This work addresses the significant performance gap between NVFP4 quantized training and BF16, which stems from outliers induced by NVFP4’s limited dynamic range. Through a longitudinal analysis of outlier locations, origins, and temporal evolution across model architectures, the study reveals consistent patterns in modules such as Softmax Attention, Linear Attention, and SwiGLU, and observes that outliers evolve from transient early spikes into persistent "hot channels" in later training stages. To mitigate this, the authors propose an online Hot Channel Compensation (HCP) mechanism coupled with a Coordinated Hybrid Online Training (CHON) scheme, integrating outlier tracking, hot channel identification, hardware-efficient residual reinjection, and post-QK operation protection. Evaluated on the GLA-1.3B model, this approach reduces the training loss gap between NVFP4 and BF16 from 0.94% to 0.58% while preserving downstream task accuracy.

Training large language models using 4-bit arithmetic enhances throughput and memory efficiency. Yet, the limited dynamic range of FP4 increases sensitivity to outliers. While NVFP4 mitigates quantization error via hierarchical microscaling, a persistent loss gap remains compared to BF16. This study conducts a longitudinal analysis of outlier dynamics across architecture during NVFP4 pretraining, focusing on where they localize, why they occur, and how they evolve temporally.

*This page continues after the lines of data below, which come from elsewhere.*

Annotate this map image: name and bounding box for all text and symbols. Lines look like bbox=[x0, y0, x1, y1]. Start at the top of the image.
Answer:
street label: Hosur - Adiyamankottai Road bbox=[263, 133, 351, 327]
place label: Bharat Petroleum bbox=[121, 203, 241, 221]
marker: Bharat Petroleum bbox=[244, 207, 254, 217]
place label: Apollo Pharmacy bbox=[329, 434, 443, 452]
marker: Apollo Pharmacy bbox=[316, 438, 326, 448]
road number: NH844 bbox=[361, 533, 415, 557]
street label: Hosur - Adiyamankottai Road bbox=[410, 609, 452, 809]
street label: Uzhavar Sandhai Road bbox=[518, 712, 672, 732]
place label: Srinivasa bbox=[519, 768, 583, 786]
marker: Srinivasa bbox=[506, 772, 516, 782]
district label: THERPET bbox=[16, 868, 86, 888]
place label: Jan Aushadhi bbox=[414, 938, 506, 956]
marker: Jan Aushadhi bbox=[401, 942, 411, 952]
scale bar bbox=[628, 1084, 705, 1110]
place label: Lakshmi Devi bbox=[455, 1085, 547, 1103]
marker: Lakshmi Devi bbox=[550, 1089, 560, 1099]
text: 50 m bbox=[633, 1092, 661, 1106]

We find that, compared with Softmax Attention (SA), Linear Attention (LA) reduces per-tensor heavy tails but still exhibits persistent block-level spikes under block quantization. Our analysis attributes outliers to specific architectural components: Softmax in SA, gating in LA, and SwiGLU in FFN, with"post-QK"operations exhibiting higher sensitivity to quantization. Notably, outliers evolve from transient spikes early in training to a small set of persistent hot channels (i.e., channels with persistently large magnitudes) in later stages. Based on these findings, we introduce Hot-Channel Patch (HCP), an online compensation mechanism that identifies hot channels and reinjects residuals using hardware-efficient kernels. We then develop CHON, an NVFP4 training recipe integrating HCP with post-QK operation protection. On GLA-1.3B model trained for 60B tokens, CHON reduces the loss gap to BF16 from 0.94% to 0.58% while maintaining downstream accuracy.